4. Structured logging and observability

Console.log is not a logging strategy. When an agent in production gives a wrong answer to a customer, you need to be able to see within five minutes which input came in, which context was retrieved, which model was called, and which output was generated.

That requires structured logging with trace IDs, request correlation, and a way to reconstruct the entire agent pipeline step by step.

5. Deployment and infrastructure

Docker, Kubernetes, Helm charts, CI/CD pipelines, secrets management, health checks that actually verify dependencies instead of just reporting that the process is running. Each of these components is not complicated on its own. But setting them all up correctly for a new project takes time. A lot of time.
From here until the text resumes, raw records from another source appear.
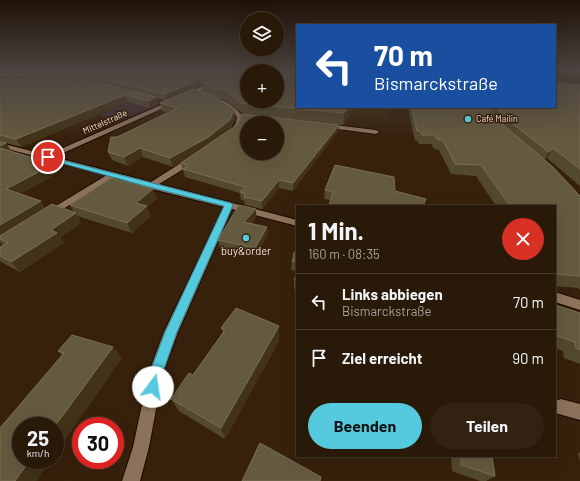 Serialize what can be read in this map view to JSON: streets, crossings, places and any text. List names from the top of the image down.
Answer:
{
  "streets": {
    "street": ["Mittelstraße"]
  },
  "places": ["Café Mailin", "buy&order"],
  "page": {
    "map_buttons": ["+", "−"],
    "turn": ["70 m", "Bismarckstraße"],
    "heading": ["1 Min.", "160 m · 08:35"],
    "list": [
      {
        "name": "Links abbiegen",
        "note": "Bismarckstraße",
        "value": "70 m"
      },
      {
        "name": "Ziel erreicht",
        "value": "90 m"
      }
    ],
    "buttons": ["Beenden", "Teilen"],
    "speed": "25 km/h",
    "limit": "30"
  }
} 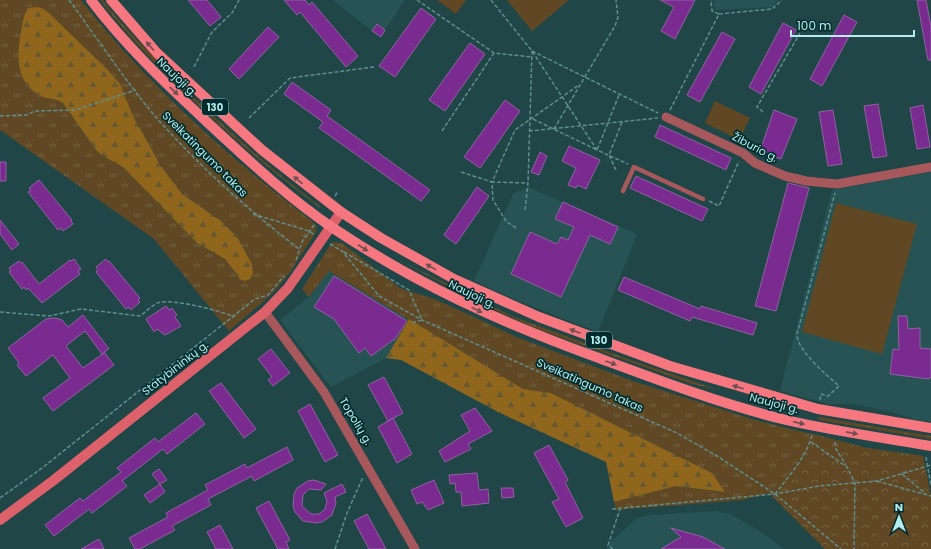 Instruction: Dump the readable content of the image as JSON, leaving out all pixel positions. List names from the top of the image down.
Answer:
{
  "streets": {
    "main road": ["Naujoji g.", "130"],
    "street": ["Žiburio g.", "Statybininkų g.", "Topolių g."],
    "path": ["Sveikatingumo takas"]
  },
  "crossings": [
    ["Naujoji g.", "Statybininkų g."],
    ["Statybininkų g.", "Topolių g."]
  ],
  "scale_bar": "100 m",
  "north": "top"
} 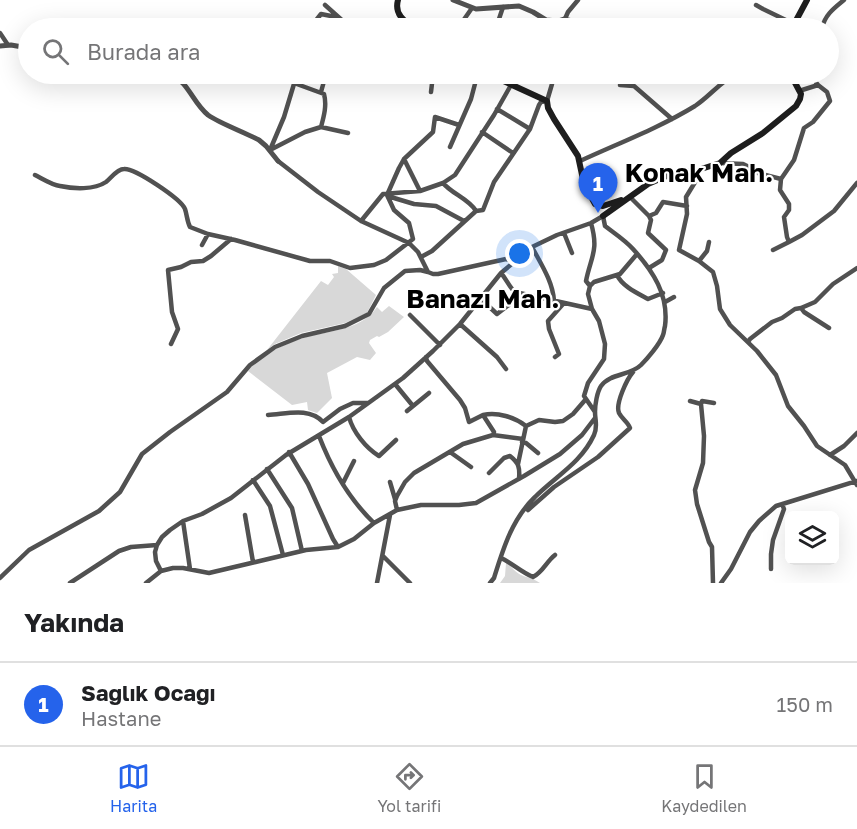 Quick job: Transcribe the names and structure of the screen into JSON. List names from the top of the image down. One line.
{"districts":["Konak Mah.","Banazı Mah."],"page":{"search":"Burada ara","pins":"1","heading":"Yakında","list":[{"mark":"1","name":"Saglık Ocagı","note":"Hastane","value":"150 m"}],"nav":["Harita","Yol tarifi","Kaydedilen"]}}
And it is the same pattern every time — but just different enough per project that you cannot blindly copy it.

6. Vector store and retrieval plumbing

Everyone builds RAG. Almost nobody builds it well. Retrieving relevant context is not a matter of "throw everything into a vector database and do a similarity search." It is about chunking strategies, metadata filtering, citation tracking, and hybrid search that combines keyword and semantic approaches.

The retrieval pipeline is just as important as the model you choose. Maybe more important.
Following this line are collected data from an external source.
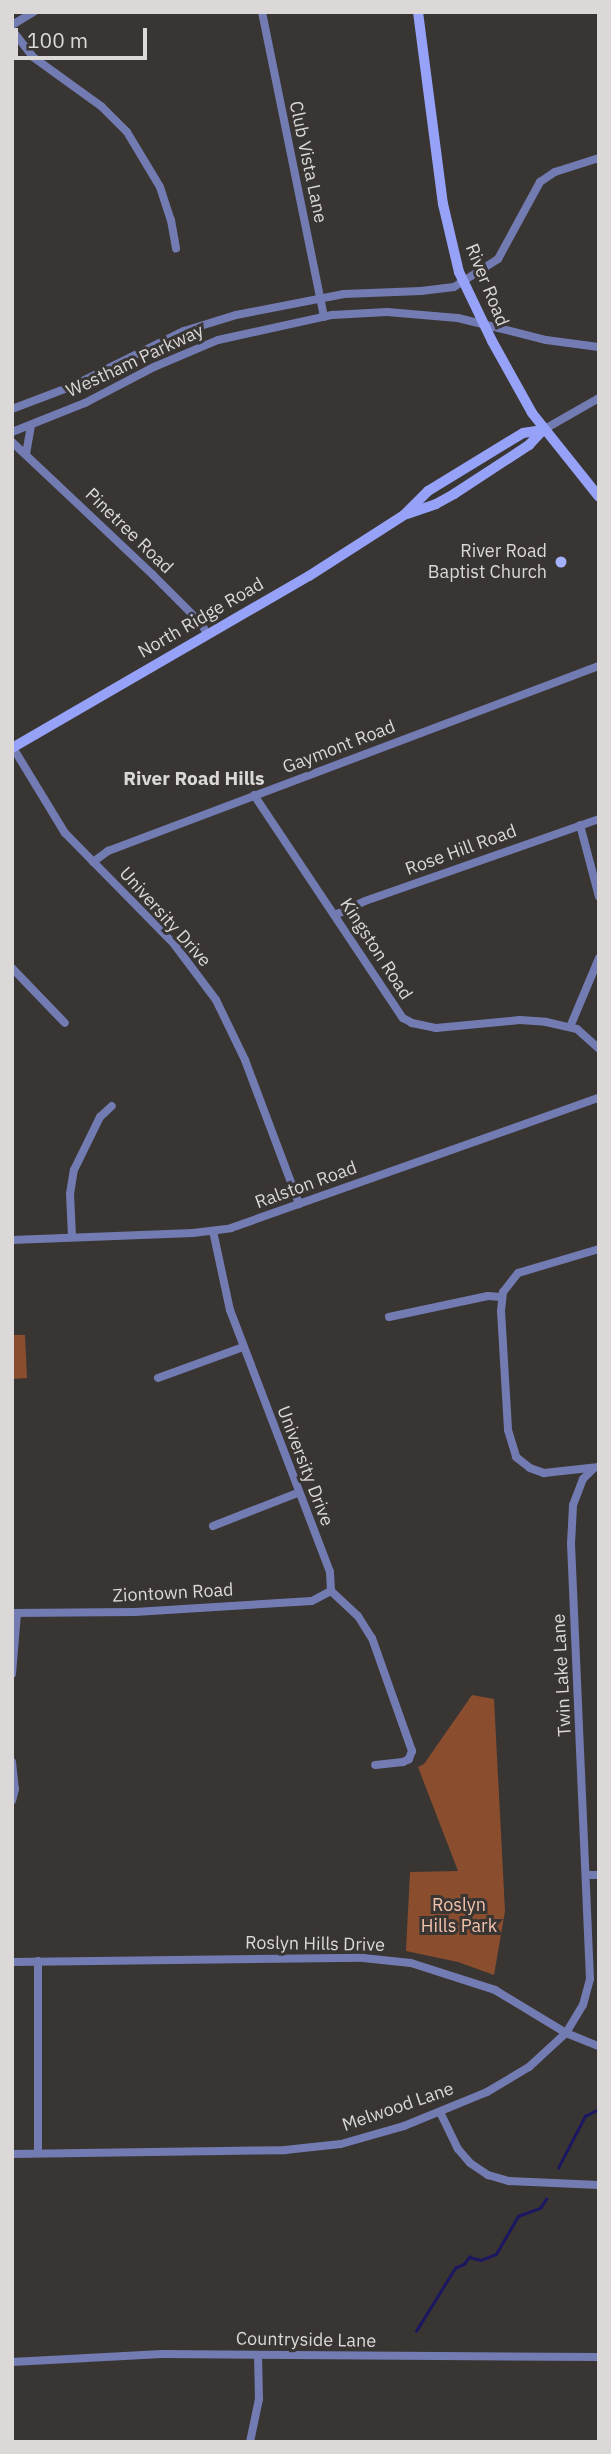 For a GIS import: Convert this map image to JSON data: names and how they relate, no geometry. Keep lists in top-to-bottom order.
{
  "streets": {
    "main road": ["River Road", "North Ridge Road"],
    "street": [
      "Club Vista Lane",
      "Westham Parkway",
      "Pinetree Road",
      "Gaymont Road",
      "Rose Hill Road",
      "University Drive",
      "Kingston Road",
      "Ralston Road",
      "Ziontown Road",
      "Twin Lake Lane",
      "Roslyn Hills Drive",
      "Melwood Lane",
      "Countryside Lane"
    ]
  },
  "crossings": [
    ["Club Vista Lane", "Westham Parkway"],
    ["River Road", "Westham Parkway"],
    ["River Road", "North Ridge Road"],
    ["Pinetree Road", "North Ridge Road"],
    ["North Ridge Road", "University Drive"],
    ["Gaymont Road", "University Drive"],
    ["Gaymont Road", "Kingston Road"],
    ["Rose Hill Road", "Kingston Road"],
    ["University Drive", "Ralston Road"],
    ["University Drive", "Ziontown Road"],
    ["Twin Lake Lane", "Melwood Lane"],
    ["Roslyn Hills Drive", "Melwood Lane"]
  ],
  "districts": ["River Road Hills"],
  "parks": ["Roslyn Hills Park"],
  "places": ["River Road Baptist Church"],
  "scale_bar": "100 m"
} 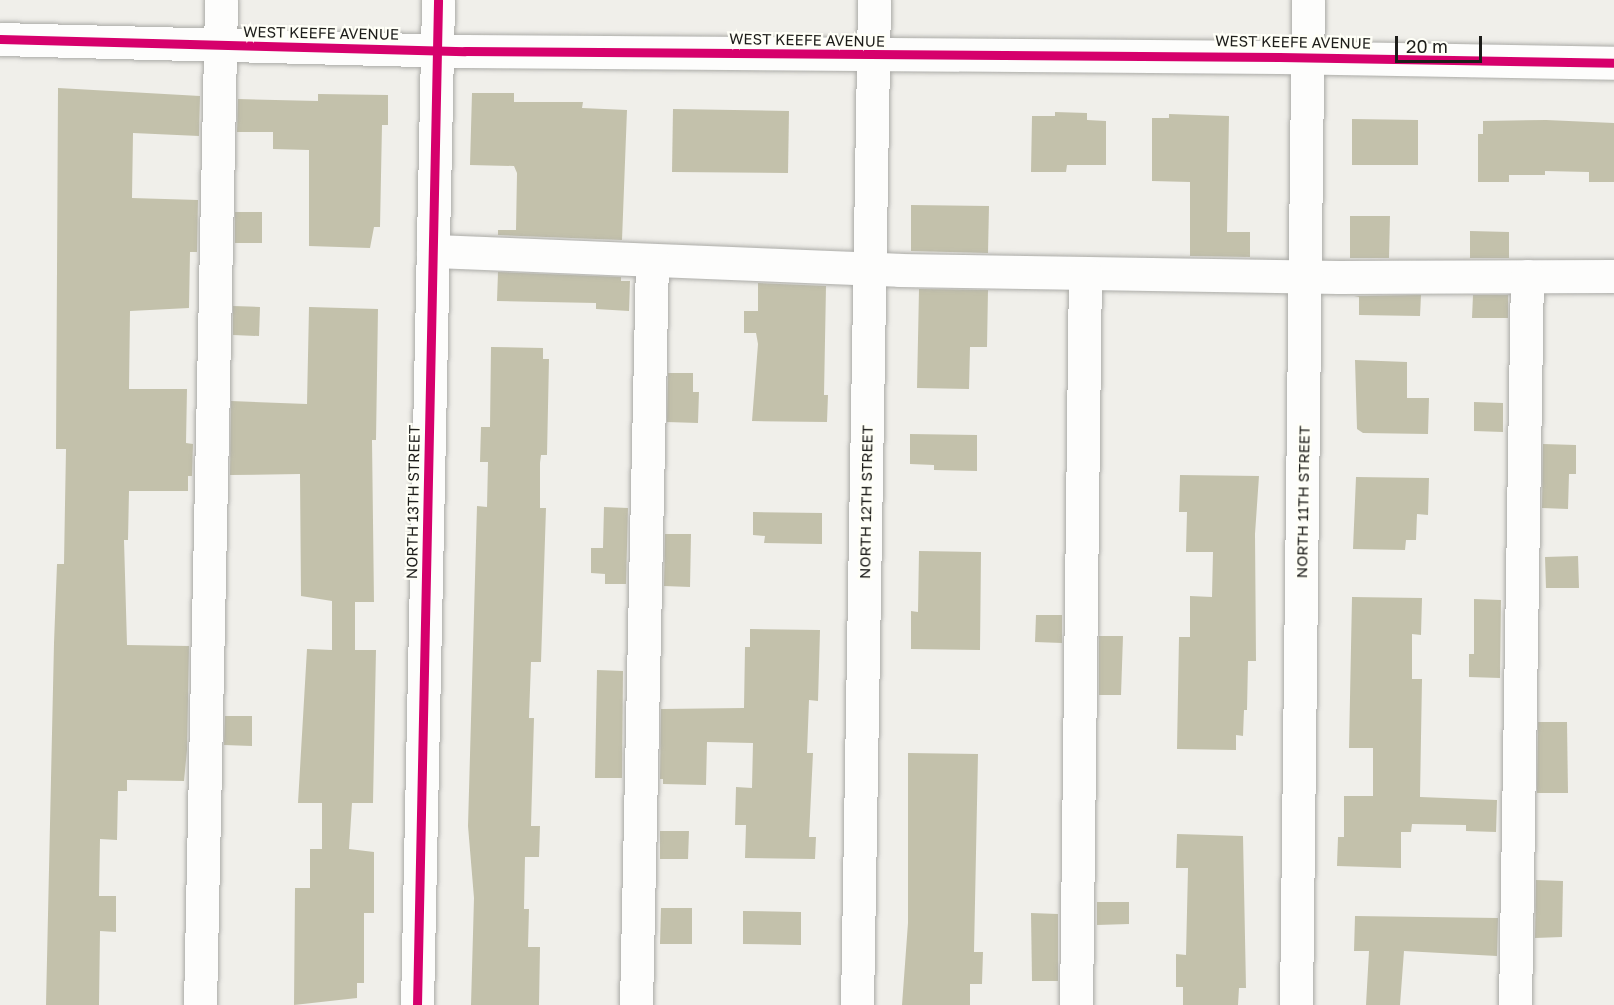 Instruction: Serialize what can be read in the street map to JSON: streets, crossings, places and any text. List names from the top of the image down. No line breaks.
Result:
{"streets":{"street":["WEST KEEFE AVENUE","NORTH 13TH STREET","NORTH 12TH STREET","NORTH 11TH STREET"]},"crossings":[["WEST KEEFE AVENUE","NORTH 13TH STREET"],["WEST KEEFE AVENUE","NORTH 12TH STREET"],["WEST KEEFE AVENUE","NORTH 11TH STREET"]],"scale_bar":"20 m"}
7. Human-in-the-loop and review flows

100% automation is a fantasy. In every production system, there are decisions that a human needs to validate. But how do you build that? How do you route agent output to a reviewer? How do you track who validated what? How do you ensure the review process does not become the bottleneck?

This is not a feature you "just add later." This is an architecture decision you need to make from the start.

8. Repository structure that scales

Most AI projects start as a single script. Then it becomes a folder of scripts. Then a monorepo that nobody can navigate anymore. After three months, the codebase is unmanageable — not because the code is bad, but because there was no structure that anticipated growth.

How you organize an agent repo — where agents live, how shared logic is shared, how configs and secrets are separated — determines how much pain you will have six months from now.

The conclusion

None of these eight problems is unique to a specific client or industry. They are universal. And they are all infrastructure — not AI.

Yet most AI teams spend the majority of their time on these problems, over and over again, in every project.

We solved them once. In our own platform layer that every project uses as a starting point. Not because we are clever, but because we were tired of making the same mistakes for the eleventh time.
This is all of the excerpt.